Ok, When I make sure there is no mistakes, I will pull a request.
I have trained the coco_person model and everything goes well. However, when I want to train the coco_mulitclass with command python train.py -c experiments/coco_multiclass/conf.yaml error occured.
the command python train.py -c experiments/coco_multiclass/conf.yaml -v goes well.

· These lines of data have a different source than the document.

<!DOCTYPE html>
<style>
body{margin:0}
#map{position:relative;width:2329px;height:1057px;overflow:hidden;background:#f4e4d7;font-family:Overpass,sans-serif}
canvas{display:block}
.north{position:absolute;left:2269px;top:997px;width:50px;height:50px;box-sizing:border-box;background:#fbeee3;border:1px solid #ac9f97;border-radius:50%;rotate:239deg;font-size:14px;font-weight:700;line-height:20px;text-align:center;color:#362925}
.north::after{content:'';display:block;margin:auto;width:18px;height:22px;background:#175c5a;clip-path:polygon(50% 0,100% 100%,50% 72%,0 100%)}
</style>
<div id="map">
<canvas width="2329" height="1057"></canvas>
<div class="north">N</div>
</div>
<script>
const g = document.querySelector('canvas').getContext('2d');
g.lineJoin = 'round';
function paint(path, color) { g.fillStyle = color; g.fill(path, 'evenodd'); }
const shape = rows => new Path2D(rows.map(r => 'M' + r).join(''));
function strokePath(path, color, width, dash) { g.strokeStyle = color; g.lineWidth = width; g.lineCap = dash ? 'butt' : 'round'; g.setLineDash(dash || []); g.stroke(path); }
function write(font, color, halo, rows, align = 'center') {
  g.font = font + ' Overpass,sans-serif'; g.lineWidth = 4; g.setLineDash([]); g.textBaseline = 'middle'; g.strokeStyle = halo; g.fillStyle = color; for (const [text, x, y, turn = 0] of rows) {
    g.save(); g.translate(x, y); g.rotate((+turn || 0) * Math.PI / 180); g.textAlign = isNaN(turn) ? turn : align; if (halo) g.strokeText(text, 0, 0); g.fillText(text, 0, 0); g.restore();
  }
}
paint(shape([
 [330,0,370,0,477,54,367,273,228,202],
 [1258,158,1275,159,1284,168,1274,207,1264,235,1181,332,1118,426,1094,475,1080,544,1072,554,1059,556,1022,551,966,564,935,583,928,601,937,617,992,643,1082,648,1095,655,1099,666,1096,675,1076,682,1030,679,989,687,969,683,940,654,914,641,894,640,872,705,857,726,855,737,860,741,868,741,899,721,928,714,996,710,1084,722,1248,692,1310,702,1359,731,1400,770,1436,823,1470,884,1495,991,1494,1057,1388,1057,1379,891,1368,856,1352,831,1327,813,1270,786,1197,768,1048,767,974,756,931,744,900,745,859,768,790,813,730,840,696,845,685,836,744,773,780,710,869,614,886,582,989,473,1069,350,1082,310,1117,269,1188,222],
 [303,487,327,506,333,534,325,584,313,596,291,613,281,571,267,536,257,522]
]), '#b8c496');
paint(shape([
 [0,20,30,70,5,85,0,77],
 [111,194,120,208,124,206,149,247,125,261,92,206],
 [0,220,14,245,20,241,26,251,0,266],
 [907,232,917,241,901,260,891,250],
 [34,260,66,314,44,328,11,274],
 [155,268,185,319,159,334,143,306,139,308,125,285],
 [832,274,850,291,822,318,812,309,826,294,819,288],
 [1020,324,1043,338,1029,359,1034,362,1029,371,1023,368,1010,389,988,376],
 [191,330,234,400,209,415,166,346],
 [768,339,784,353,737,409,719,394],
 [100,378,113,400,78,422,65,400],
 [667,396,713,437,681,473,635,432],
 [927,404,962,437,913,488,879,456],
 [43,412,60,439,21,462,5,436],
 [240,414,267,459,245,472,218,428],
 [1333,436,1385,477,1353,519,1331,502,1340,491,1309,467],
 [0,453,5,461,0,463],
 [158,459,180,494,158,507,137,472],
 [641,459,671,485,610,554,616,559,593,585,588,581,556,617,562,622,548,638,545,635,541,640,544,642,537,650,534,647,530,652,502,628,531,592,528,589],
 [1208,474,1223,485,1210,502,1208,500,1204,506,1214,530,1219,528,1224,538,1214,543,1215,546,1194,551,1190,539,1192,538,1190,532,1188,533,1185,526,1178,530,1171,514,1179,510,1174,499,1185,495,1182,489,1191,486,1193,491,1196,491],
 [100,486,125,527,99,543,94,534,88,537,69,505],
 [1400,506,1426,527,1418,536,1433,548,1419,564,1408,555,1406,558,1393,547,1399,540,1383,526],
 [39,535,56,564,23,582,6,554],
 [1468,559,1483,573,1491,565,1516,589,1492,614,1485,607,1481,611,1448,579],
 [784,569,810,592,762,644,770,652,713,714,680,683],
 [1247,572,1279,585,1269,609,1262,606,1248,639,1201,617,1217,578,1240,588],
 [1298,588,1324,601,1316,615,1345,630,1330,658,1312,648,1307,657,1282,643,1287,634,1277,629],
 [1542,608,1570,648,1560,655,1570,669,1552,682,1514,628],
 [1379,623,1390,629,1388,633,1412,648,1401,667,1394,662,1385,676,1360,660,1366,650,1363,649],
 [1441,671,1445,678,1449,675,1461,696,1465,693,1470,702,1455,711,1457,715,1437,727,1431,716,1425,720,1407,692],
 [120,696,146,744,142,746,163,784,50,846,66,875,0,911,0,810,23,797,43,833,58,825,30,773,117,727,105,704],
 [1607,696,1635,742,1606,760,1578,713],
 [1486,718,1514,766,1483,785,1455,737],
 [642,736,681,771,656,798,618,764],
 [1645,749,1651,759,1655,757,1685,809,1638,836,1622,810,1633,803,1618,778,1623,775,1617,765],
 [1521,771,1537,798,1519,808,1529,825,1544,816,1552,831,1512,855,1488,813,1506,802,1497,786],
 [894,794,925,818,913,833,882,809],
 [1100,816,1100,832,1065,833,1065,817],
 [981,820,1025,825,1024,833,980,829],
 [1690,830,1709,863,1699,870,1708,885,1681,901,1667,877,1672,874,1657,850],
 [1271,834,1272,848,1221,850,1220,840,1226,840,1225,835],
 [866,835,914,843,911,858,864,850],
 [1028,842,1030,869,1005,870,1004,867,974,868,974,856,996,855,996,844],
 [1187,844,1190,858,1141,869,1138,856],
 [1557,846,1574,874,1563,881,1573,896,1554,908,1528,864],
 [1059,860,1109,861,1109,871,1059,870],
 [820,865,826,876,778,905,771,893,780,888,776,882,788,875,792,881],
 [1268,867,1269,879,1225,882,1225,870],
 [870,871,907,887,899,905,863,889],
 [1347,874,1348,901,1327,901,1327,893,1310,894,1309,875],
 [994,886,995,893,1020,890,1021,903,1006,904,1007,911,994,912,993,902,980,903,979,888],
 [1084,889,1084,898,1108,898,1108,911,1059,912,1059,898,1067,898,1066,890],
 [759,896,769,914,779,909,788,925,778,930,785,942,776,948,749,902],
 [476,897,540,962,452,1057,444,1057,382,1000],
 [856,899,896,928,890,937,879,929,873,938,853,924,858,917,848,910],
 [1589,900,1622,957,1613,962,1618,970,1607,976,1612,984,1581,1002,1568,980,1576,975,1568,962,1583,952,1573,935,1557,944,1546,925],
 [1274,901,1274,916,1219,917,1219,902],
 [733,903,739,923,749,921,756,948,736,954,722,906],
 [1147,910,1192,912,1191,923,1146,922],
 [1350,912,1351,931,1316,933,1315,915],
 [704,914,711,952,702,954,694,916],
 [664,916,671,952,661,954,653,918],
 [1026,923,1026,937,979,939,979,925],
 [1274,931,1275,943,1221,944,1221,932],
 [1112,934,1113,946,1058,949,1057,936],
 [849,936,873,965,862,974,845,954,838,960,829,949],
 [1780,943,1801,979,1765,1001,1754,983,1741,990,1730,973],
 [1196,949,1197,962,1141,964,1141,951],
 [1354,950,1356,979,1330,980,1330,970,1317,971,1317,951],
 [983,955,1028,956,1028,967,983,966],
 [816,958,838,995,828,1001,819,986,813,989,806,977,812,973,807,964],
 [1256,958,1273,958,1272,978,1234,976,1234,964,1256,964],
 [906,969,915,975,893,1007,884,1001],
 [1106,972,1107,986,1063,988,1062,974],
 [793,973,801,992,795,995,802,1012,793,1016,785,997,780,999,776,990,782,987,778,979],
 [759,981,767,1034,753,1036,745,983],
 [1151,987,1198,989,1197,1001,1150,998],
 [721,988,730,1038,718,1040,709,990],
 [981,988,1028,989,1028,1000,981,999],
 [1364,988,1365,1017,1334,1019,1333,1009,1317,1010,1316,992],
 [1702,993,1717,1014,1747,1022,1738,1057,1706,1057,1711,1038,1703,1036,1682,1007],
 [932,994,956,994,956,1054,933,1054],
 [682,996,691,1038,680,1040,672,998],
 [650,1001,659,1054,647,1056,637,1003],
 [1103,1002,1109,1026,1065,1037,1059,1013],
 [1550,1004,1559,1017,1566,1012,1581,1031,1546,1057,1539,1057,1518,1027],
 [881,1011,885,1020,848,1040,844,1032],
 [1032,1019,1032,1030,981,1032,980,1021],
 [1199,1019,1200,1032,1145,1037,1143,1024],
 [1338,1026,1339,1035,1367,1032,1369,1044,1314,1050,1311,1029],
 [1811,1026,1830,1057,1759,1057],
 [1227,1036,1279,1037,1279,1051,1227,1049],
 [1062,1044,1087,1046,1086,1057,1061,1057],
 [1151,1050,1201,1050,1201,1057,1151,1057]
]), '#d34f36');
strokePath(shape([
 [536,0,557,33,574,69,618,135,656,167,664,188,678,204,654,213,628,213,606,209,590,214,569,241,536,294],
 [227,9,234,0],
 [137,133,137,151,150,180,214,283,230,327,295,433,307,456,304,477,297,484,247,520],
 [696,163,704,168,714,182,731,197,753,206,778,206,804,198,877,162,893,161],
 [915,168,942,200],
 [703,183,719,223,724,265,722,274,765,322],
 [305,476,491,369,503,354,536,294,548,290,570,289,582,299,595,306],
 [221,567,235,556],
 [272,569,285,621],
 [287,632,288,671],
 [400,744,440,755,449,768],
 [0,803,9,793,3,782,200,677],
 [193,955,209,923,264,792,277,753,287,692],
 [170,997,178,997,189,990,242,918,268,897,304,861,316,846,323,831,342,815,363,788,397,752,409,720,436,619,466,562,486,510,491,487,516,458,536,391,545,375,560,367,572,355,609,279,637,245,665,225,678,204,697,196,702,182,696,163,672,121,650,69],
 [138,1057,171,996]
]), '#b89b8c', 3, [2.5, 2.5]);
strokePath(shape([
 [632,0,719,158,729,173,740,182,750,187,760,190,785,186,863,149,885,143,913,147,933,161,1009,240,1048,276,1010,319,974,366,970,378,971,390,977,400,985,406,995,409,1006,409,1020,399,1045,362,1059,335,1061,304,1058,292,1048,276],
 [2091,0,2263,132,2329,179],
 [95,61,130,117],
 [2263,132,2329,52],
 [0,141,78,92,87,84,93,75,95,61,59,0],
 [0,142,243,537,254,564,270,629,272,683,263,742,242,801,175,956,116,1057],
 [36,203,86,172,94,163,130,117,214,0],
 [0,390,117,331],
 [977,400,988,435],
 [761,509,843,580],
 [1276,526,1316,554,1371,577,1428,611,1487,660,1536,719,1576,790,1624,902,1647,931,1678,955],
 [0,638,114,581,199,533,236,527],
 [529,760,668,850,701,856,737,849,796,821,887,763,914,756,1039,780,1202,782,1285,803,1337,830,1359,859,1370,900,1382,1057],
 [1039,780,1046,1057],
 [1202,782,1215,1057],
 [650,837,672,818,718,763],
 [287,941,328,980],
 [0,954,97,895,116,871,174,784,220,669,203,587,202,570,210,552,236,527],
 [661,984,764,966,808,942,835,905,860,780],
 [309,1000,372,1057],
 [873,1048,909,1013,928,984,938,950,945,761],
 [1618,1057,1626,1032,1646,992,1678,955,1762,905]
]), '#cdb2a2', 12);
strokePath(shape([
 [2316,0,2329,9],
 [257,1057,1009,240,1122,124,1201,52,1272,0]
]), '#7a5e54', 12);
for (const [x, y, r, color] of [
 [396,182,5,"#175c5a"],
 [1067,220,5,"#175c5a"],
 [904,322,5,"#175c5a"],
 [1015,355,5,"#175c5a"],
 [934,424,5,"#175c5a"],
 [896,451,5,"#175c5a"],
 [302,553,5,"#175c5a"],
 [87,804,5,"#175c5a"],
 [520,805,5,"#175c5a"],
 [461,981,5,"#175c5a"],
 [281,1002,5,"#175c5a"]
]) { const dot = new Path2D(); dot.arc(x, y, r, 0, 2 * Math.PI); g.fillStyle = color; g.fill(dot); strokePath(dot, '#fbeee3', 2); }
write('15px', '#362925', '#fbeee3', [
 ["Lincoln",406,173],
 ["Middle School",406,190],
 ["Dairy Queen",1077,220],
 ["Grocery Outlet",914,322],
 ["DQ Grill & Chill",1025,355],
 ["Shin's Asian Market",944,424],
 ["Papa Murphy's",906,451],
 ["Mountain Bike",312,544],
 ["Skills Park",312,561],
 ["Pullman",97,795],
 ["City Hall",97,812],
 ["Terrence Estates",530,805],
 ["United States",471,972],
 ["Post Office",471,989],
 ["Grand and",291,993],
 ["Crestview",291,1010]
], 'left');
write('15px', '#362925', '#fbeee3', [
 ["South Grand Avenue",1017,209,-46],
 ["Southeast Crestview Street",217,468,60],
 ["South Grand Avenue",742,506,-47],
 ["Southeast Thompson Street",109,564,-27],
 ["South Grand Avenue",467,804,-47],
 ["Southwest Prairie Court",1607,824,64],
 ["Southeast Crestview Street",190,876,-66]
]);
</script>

python train.py -c experiments/coco_multiclass/conf.yaml
{'ROOT_DIR': '/mnt/geekvc/gossipnet',
 'gnet': {'bias_const_init': 0.01,
          'block_dim': 64,
          'freeze_n_imfeat_layers': 3,
          'gt_match_thresh': 0.5,
          'imfeat_dim': 1024,
          'imfeats': False,
          'load_imfeats': False,
          'neighbor_feats': False,
          'neighbor_thresh': 0.2,
          'num_block_fc': 2,
          'num_block_pw_fc': 2,
          'num_blocks': 16,
          'num_predict_fc': 3,
          'num_pwfeat_fc': 3,
          'pairfeat_dim': 64,
          'predict_fc_dim': 128,
          'pw_feat_multiplyer': 1.0,
          'pwfeat_dim': 256,
          'pwfeat_narrow_dim': 32,
          'reduced_dim': 32,
          'shortcut_dim': 128,
          'weight_init': 'xavier'},
 'image_max_size': 1000,
 'image_target_size': 600,
 'imfeat_crop_height': 7,
 'imfeat_crop_width': 7,
 'log_dir': './log',
 'pixel_mean': [123.68, 116.779, 103.939],
 'prefetch_q_size': 20,
 'random_seed': 42,
 'resnet_type': '101',
 'test': {'imdb': 'coco_2014_minival'},
 'train': {'det_min_size': 4,
           'detector': 'FRCN_train',
           'display_iter': 20,
           'flip': True,
           'gradient_clipping': -1.0,
           'histograms': False,
           'imdb': 'coco_2014_train',
           'loss_multiplyer': 1.0,
           'lr_multi_step': [[800000, 0.0001], [2000000, 1e-05]],
           'max_num_detections': 600,
           'model_init': None,
           'momentum': 0.9,
           'normalize_loss': False,
           'num_iter': 2000000,
           'only_class': '',
           'optimizer': 'adam',
           'pos_weight': 0.3,
           'pretrained_model': '',
           'resume': None,
           'save_iter': 20000,
           'val_imdb': 'coco_2014_minival',
           'val_iter': 20000,
           'weight_decay': 0.0005}}
reading /mnt/geekvc/gossipnet/data/cache/coco_2014_train_FRCN_train_imdb_cache.pkl
preparing train imdb
82783 images: 29343449 detections, 7038 crowd annotations, 590009 non-crowd annotations
dropping images without detections
82778 images: 29343449 detections, 7038 crowd annotations, 589998 non-crowd annotations
dropping all but 600 highest scoring detections
82778 images: 28675419 detections, 7038 crowd annotations, 589998 non-crowd annotations
appending flipped images
165556 images: 57350838 detections, 14076 crowd annotations, 1179996 non-crowd annotations
done
doing multiclass NMS
WARNING:tensorflow:From /mnt/geekvc/gossipnet/nms_net/network.py:314: add_loss (from tensorflow.contrib.framework.python.ops.arg_scope) is deprecated and will be removed after 2016-12-30.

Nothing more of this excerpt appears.